I'll use Angular here, since that is what I used recently with Netlify Forms. But the steps remain the same for others (like React).

  • Netlify should be able to see the data-netlify attribute at deploy time, that means that typical approach of a SPA (generating HTML in the client site from JavaScript) won't work here. So you'll have to manually create a fake <form> tag in the HTML, which will be hidden from the users. We call this fake because this form won't be used in reality, it is just there to let Netlify know of our form structure at deploy time. For Angular, we'll write this in index.html, in the <body> tag.
<form data-netlify="true" name="contact">
  <!-- Something something -->
  • Just like before, we have added the data-netlify="true” attribute, a valid name attribute. Let's also hide this fake form since it won't be functioning anyway using inline-styles and hidden attribute.
<form data-netlify="true" name="contact" style="display: none; opacity: 0; position: absolute;" hidden>
  <!-- Something something -->
  • Now, you'll have to list down all the inputs in this fake form with proper name attributes (that you will be collecting later from your Angular form). Again, we'll mark these inputs hidden as well (just to be safe).
<form data-netlify="true" name="contact" style="display: none; opacity: 0; position: absolute;" hidden>
  <input type="hidden" name="name">
  <input type="hidden" name="email">
  <input type="hidden" name="phone">
  • Now Netlify is prepared to receive our form submissions via some API call.

  • So whenever you are ready (from the submit handler of the real form), make the POST API call with your parameters (that you want to record, that you whitelisted in the fake form) as shown below:

import { HttpClient, HttpHeaders, HttpParams } from '@angular/common/http';
// ...
submitForm(name: string, email: string, phone: string) {
  const urlToHit = "/";
  const dataToSend = new HttpParams()
      .set(`form-name`, "contact")
      .set(`name`, name)
      .set(`email`, email)
      .set(`phone`, phone);
    const httpOptions = {
      headers: new HttpHeaders({ 'Content-Type': 'application/x-www-form-urlencoded' }),
      observe: "response",
      responseType: "text",
    return, dataToSend.toString(), httpOptions);
  • Notice the presence of one extra attribute which is being sent: form-name. This is necessary, and it should match the name attribute of your fake form.

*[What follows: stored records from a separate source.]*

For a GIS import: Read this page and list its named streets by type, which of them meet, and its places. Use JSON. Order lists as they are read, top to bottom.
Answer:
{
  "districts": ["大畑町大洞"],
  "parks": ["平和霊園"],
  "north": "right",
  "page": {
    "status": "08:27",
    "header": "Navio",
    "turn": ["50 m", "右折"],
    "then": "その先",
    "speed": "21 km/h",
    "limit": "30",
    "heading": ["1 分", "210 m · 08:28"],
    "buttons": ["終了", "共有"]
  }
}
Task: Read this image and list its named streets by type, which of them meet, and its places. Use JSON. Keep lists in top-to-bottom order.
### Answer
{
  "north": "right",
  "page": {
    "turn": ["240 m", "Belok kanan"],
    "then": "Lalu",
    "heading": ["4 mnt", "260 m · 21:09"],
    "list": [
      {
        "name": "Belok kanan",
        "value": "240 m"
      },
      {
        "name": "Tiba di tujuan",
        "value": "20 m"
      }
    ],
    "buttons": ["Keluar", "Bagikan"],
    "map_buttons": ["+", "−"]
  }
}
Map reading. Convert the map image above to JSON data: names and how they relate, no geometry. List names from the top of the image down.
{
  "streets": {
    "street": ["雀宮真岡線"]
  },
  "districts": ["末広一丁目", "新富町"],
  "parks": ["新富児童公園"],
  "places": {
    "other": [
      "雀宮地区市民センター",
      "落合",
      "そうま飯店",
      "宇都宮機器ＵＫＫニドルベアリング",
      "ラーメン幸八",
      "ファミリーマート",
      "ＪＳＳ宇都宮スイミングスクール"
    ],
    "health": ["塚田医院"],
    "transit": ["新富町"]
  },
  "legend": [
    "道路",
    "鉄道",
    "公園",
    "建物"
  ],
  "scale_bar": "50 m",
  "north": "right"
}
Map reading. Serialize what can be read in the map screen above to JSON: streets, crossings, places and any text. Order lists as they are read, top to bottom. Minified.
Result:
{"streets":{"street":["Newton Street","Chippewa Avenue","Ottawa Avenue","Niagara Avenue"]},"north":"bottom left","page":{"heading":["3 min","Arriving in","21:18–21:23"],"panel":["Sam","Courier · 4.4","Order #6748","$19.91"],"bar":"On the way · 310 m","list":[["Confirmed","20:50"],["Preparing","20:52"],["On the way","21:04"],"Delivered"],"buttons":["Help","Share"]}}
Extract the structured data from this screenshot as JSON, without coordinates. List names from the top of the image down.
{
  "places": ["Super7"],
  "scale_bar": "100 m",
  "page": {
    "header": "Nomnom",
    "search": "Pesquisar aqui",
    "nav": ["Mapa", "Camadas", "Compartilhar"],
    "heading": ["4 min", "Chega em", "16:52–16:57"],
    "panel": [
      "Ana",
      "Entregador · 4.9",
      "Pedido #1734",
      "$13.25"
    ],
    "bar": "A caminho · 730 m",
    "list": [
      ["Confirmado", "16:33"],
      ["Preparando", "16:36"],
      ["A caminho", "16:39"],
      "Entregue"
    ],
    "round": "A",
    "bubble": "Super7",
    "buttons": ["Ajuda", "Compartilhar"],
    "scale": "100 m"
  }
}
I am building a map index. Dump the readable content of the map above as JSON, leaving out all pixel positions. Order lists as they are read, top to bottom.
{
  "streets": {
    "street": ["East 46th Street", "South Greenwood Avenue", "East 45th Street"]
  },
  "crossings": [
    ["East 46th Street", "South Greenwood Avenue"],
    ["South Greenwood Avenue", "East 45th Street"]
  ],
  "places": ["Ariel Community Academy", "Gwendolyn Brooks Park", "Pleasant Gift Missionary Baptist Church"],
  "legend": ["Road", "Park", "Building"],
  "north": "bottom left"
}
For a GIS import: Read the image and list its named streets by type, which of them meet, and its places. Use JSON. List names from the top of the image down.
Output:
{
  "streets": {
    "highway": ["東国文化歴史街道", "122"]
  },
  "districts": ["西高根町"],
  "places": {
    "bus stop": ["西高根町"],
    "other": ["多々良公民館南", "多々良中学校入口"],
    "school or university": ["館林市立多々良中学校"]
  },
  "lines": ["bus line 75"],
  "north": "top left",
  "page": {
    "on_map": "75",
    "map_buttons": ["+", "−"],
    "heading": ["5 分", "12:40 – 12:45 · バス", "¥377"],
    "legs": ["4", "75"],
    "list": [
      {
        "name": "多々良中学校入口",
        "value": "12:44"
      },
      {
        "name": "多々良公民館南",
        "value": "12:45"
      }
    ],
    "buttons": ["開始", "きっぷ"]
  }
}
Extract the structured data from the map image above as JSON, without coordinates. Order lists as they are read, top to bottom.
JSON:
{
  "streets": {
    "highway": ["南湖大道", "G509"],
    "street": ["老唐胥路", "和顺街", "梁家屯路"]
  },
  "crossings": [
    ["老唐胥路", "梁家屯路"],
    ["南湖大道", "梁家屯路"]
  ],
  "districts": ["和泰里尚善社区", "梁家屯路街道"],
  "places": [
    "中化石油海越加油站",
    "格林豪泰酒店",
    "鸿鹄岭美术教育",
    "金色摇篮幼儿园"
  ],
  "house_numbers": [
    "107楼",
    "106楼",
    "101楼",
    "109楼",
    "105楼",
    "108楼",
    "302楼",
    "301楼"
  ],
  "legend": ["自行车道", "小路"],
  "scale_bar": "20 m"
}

  • The values for the form fields are specified using HttpParams to convert our JSON object to a form-submission-friendly format. It makes object like { a: 1, b: “Hello Netlify”} to a string like a=1&b=Hello%20Netlify. This is then converted from HttpParams to string before sending.

  • observe: "response" with responseType: "text" is used in the httpOptions because a successful Netlify response returns an HTML page which Angular cannot decode to JSON, so we need to specify that we are not expecting a JSON response, but a text response.

  • And voila, you are done! 🎉🎉🎉 Commit and push these changes to Netlify and see your work in action.

Screenshots of what you just achieved

List of active forms in your project (like the contact form here):

List of active forms in your Netlify project

How your submissions will appear inside a form:

How your submissions will appear inside a Netlify form

You can expand each submission to view the details captured (like name, email and phone shown here):

Expanded view for a Netlify form submission

Extra Awesomeness 🔥

  • You can also allow uploading files in your forms (though take care of the upload limit in your free tier of Netlify).
  • You can export your form submissions as CSV from the Netlify interface.
  • You can trigger a notification (such as Slack integration or an email alert) whenever your form receives a submission, again, from the Netlify interface.